Guest post by Elizabeth Redman

Every debate I have ever heard about e-books goes something like this:

Advocate: ‘E-books are cheaper, more portable and quicker to access than paper books. They also allow authors to self-publish more easily.’

Critic: ‘Yes but paper books are so much better because of the way they smell.’

My nose is not very discerning but I had never noticed the smell of any books to be anything extraordinary. That is, until I read Cargo by Jessica Au.

It’s not the physical copy of the book that smells any different. Rather, it’s her vivid depictions of a small coastal town. The beach smells so strongly of seaweed and salt that teenage swimmer Gillian can taste it at the back of her throat, and when she gets out of her local pool she smells like chlorine, girlish sweat, pear-scented shampoo, and perhaps a thin vapour of sadness. Her love interest Alex the surfer smells like wax, aftershave and Coopers Red (not just any variety of Coopers, mind), and the damp beach towel in the back of his van gives off cigarette smoke, cologne and dope.

Fascinated, I sought out other books that describe the odour of things.
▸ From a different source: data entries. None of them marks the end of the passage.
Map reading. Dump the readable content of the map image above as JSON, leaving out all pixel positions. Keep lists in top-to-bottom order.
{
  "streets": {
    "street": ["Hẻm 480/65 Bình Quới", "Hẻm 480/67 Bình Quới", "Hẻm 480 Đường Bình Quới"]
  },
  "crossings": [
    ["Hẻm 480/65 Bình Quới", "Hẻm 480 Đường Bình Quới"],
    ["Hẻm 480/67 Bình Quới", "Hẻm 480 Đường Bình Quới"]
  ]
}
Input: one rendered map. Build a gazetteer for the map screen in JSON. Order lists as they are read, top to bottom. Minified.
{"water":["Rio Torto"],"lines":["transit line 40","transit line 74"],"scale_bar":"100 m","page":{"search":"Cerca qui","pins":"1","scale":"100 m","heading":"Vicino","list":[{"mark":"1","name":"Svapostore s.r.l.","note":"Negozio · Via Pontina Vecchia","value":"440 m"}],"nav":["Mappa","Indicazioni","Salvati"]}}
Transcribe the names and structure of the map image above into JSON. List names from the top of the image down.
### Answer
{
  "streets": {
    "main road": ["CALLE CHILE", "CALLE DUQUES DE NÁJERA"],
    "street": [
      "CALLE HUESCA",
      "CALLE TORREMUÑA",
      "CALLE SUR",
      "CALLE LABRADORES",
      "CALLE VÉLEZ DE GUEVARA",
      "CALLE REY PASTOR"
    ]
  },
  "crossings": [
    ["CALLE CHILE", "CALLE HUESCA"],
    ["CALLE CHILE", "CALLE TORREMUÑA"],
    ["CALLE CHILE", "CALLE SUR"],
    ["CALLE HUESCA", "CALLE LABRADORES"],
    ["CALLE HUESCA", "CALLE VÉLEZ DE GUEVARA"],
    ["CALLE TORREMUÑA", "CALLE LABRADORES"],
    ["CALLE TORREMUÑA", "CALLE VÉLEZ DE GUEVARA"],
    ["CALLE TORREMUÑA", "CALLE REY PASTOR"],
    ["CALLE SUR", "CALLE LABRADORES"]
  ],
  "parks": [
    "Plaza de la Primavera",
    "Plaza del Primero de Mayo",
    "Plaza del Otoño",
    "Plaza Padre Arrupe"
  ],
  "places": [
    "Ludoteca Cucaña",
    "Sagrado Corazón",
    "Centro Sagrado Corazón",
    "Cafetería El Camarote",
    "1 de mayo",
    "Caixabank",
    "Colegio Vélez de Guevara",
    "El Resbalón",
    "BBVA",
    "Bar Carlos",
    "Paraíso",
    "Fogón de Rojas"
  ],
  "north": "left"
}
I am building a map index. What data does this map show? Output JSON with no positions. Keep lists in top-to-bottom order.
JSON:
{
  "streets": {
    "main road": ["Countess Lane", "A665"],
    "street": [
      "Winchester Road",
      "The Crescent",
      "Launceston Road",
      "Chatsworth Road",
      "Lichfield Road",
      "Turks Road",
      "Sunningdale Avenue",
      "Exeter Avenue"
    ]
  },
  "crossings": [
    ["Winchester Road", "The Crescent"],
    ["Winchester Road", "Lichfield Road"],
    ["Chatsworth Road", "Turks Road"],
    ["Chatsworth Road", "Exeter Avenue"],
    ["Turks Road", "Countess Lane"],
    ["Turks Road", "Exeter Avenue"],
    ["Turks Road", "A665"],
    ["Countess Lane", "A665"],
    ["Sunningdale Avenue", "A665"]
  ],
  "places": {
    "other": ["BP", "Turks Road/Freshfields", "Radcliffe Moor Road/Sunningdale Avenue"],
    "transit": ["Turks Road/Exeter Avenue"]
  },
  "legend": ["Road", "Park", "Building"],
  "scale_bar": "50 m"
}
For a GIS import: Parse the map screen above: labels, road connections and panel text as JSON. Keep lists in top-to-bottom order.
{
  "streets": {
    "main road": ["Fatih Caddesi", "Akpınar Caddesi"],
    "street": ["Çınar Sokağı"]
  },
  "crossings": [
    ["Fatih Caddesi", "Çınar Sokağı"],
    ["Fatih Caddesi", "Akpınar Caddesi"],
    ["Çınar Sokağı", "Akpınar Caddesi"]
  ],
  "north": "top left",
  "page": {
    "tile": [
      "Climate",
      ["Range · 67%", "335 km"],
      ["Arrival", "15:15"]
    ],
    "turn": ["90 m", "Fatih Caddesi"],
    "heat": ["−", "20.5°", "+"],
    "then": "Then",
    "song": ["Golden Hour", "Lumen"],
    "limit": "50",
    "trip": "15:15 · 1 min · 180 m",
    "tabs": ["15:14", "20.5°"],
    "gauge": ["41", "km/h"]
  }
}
Perfume by Patrick Süskind sets the bar high. Translated from the German in 1986, it tells the story of Jean-Baptiste Grenouille, a man who had the most outstanding sense of smell of his time. He can identify every odour surrounding him in the poor neighbourhoods of 18th century Paris:

It was a mixture of human and animal smells, of water and stone and ashes and leather, of soap and fresh-baked bread and eggs boiled in vinegar, of noodles and smoothly polished brass, of sage and ale and tears, of grease and soggy straw and dry straw.

The scent of tears! I don’t think I could pick it out in a line-up, but Grenouille can. He can also track down a young woman sitting in her courtyard half a mile away by following his nose, and he can recreate one of the most popular perfumes in the city by identifying its ingredients. The search for a sublime scent (which also occupies many of the characters in Tom Robbins’ Jitterbug Perfume, published around the same time) is more important to Grenouille than popular standards of decency or ethics. I won’t spoil the end, but he doesn’t always use his powers for good, to put it mildly.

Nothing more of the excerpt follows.